* _Collected material_:

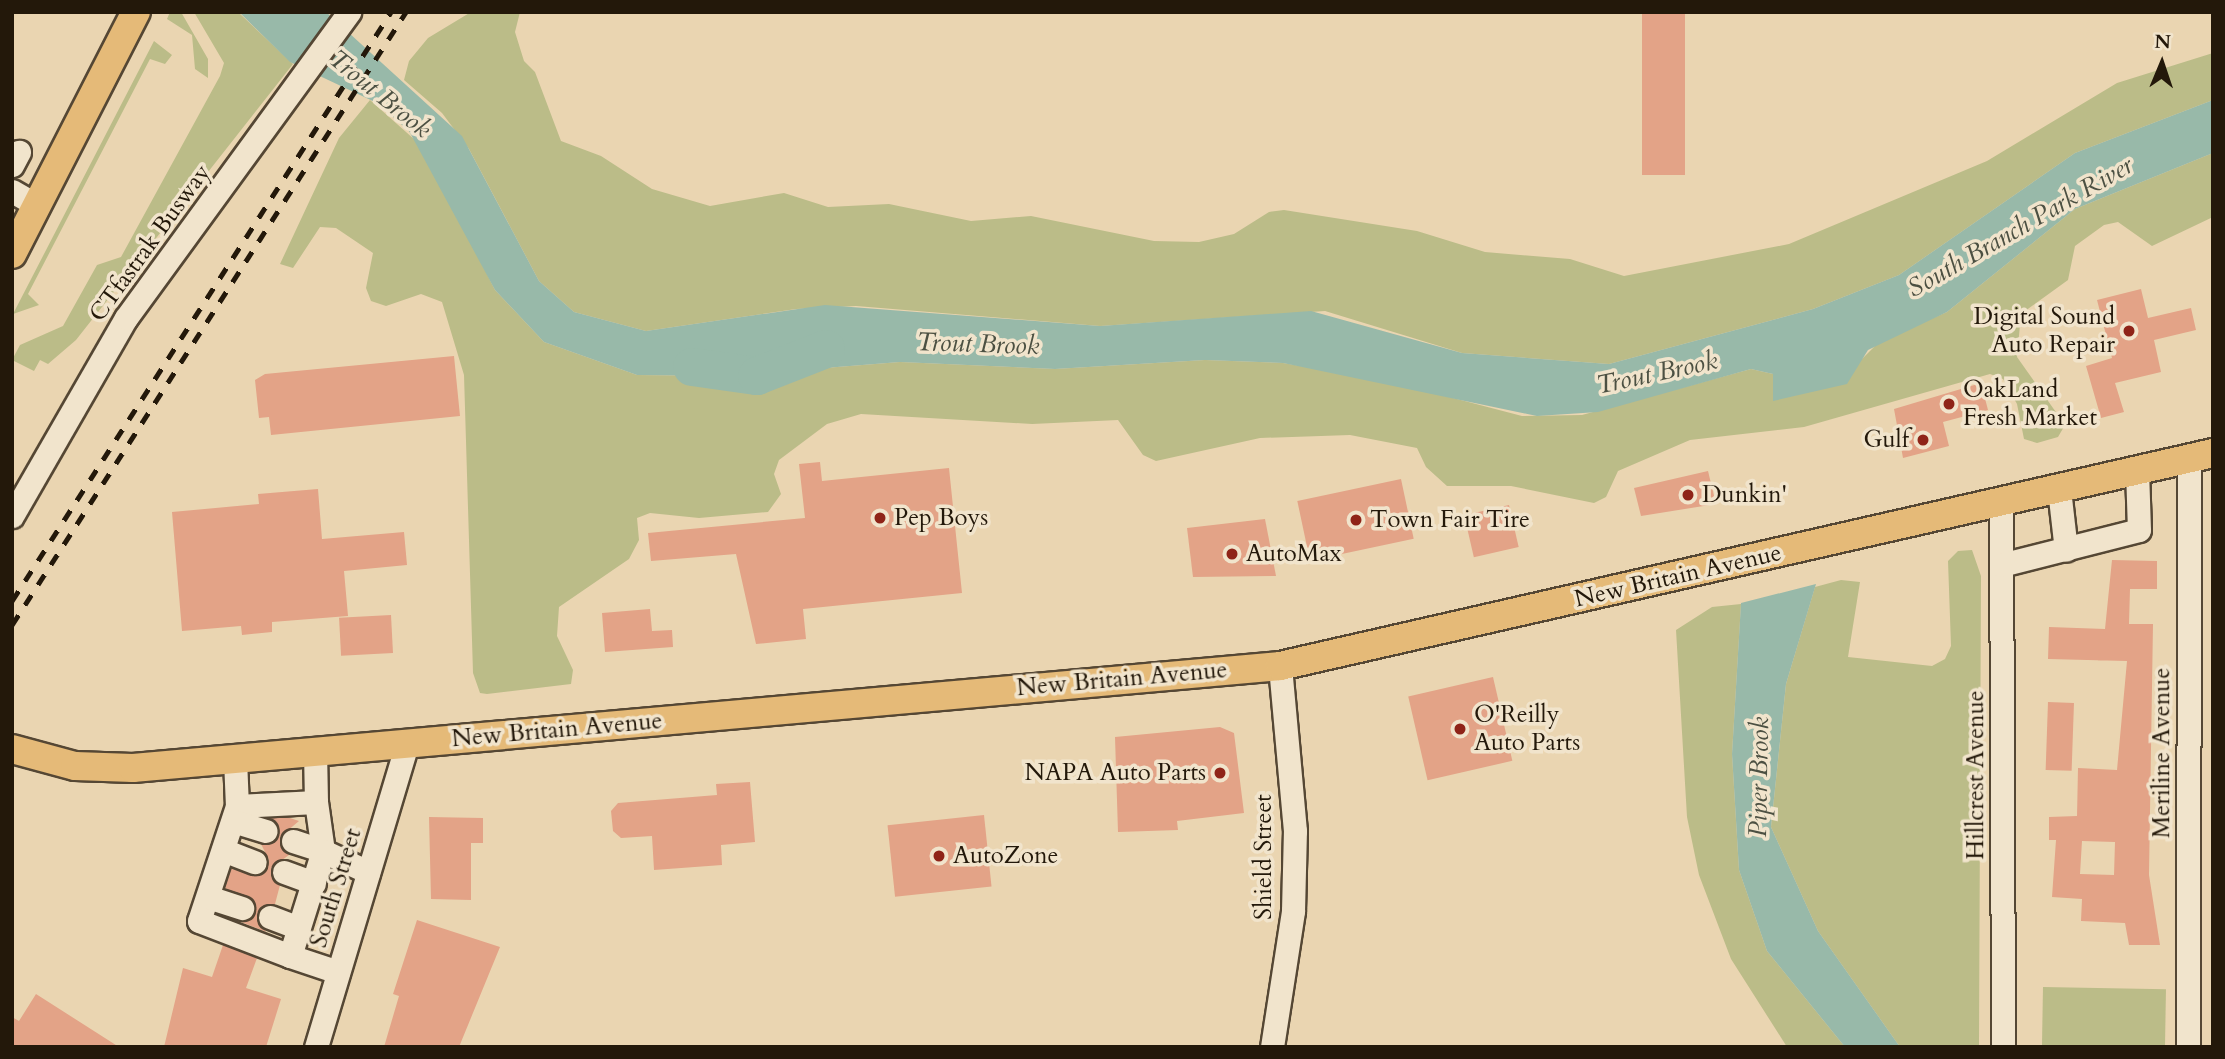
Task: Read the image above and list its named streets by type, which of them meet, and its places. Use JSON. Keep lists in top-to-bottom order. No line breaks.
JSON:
{"streets":{"main road":["New Britain Avenue"],"street":["CTfastrak Busway","Meriline Avenue","Hillcrest Avenue","Shield Street","South Street"]},"crossings":[["New Britain Avenue","Meriline Avenue"],["New Britain Avenue","Hillcrest Avenue"],["New Britain Avenue","Shield Street"],["New Britain Avenue","South Street"]],"water":["Trout Brook","South Branch Park River","Piper Brook"],"places":["Digital Sound Auto Repair","OakLand Fresh Market","Gulf","Dunkin'","Pep Boys","Town Fair Tire","AutoMax","O'Reilly Auto Parts","NAPA Auto Parts","AutoZone"],"north":"top"}
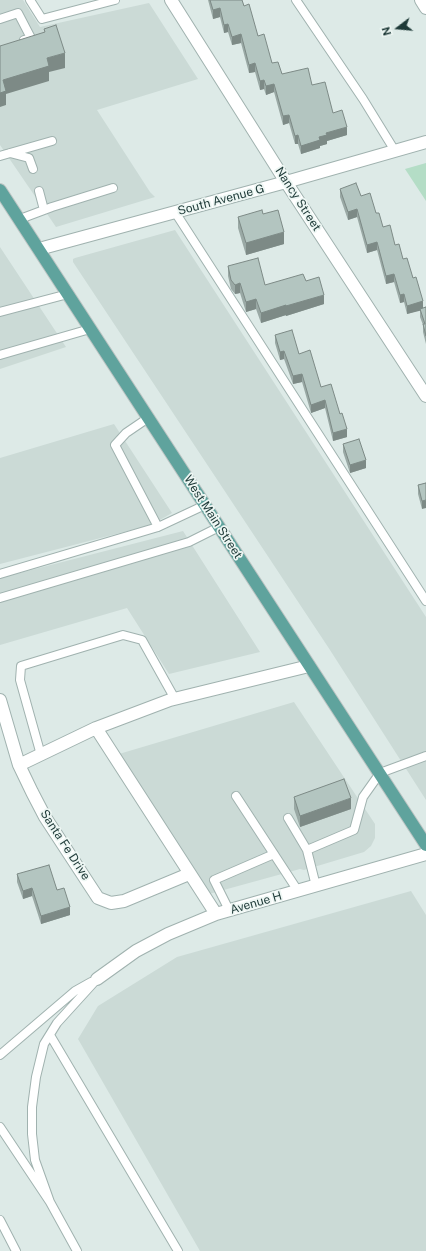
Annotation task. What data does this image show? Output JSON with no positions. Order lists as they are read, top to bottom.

* _Prompt_:
Retype the listing exactly. Leave out its pictures.

* _Solved exercise_:
Task: Read the image above and list its named streets by type, which of them meet, and its places. Use JSON. Keep lists in top-to-bottom order. No line breaks.
JSON:
{"streets":{"main road":["New Britain Avenue"],"street":["CTfastrak Busway","Meriline Avenue","Hillcrest Avenue","Shield Street","South Street"]},"crossings":[["New Britain Avenue","Meriline Avenue"],["New Britain Avenue","Hillcrest Avenue"],["New Britain Avenue","Shield Street"],["New Britain Avenue","South Street"]],"water":["Trout Brook","South Branch Park River","Piper Brook"],"places":["Digital Sound Auto Repair","OakLand Fresh Market","Gulf","Dunkin'","Pep Boys","Town Fair Tire","AutoMax","O'Reilly Auto Parts","NAPA Auto Parts","AutoZone"],"north":"top"}
Annotation task. What data does this image show? Output JSON with no positions. Order lists as they are read, top to bottom.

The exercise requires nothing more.